In other words, vocabulary is seldom taught for its own sake. For instance, we will not label one of the weekly English lessons as ‘Vocabulary’. Neither will we spend one whole lesson doing nothing but vocabulary teaching.
2. Planned vs Incidental Vocabulary Teaching
While in our daily lesson planning, we should watch out for new words to teach
(Planned Vocabulary Teaching), there will be times in our day-to-day teaching when we unexpectedly come across a new word that needs to be explained to the students (Incidental Vocabulary Teaching). The latter points to the need for the teacher to arm herself with a repertoire of vocabulary teaching techniques, which she can apply on the spot.
3. Vocabulary Extension
Each coursebook unit will contain a number of new vocabulary items. Sometimes, some of these items may belong to certain semantic groups. On top of covering these target vocabulary items, it may be a good idea to follow up with introducing students to further vocabulary items that belong to the same semantic groups. For example, the coursebook unit may contain
apples, oranges, and
bananas. Later in the unit, the teacher can present further vocabulary items related to fruit, such as
grapes, pineapples, and
watermelons. Of course this shouldn’t take up too much class time, but given the original context and those items that students have already learnt, this is a handy way to extend students’ vocabulary.

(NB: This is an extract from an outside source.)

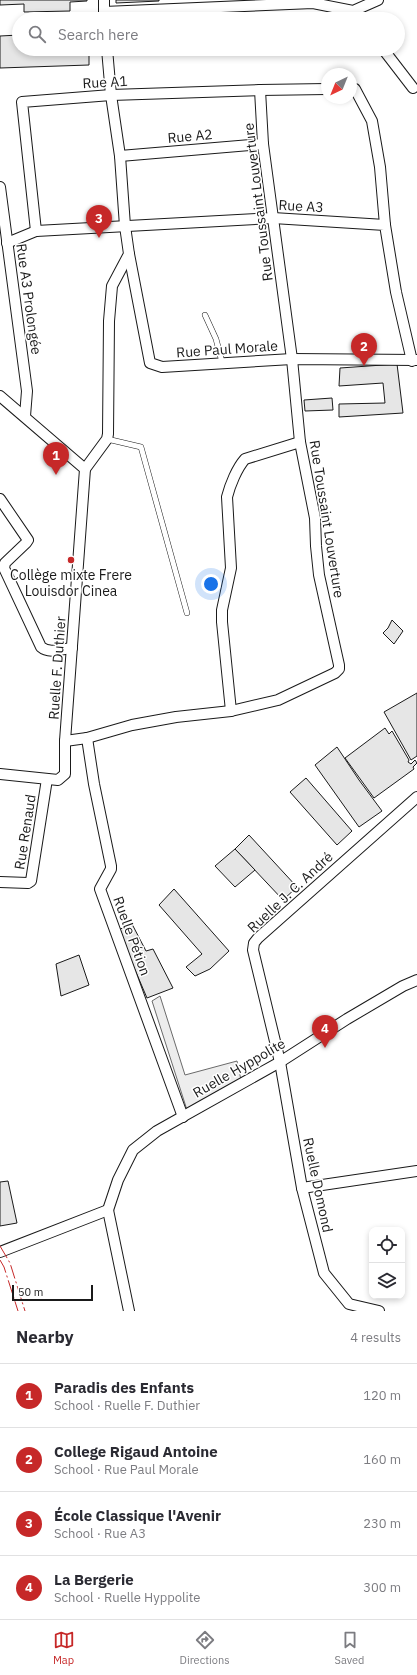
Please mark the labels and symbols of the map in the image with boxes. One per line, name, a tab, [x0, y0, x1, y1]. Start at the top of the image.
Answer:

4. Promoting Autonomous Vocabulary Learning
A large vocabulary is always useful to any L2 learner. Primary students in HK who enter English-medium secondary schools later are often hampered by a vocabulary size which is too restricted. Students’ vocabulary size will be small if their teacher is their only source of vocabulary input.
Encourage students to expand their vocabulary through extensive listening and reading. Train students in 2 important skills:
- Using the dictionary
- Noting down new words learnt. (Some schools require their students to keep a vocabulary notebook for students to record the new vocabulary they have learnt in class and from their own reading and/or listening.)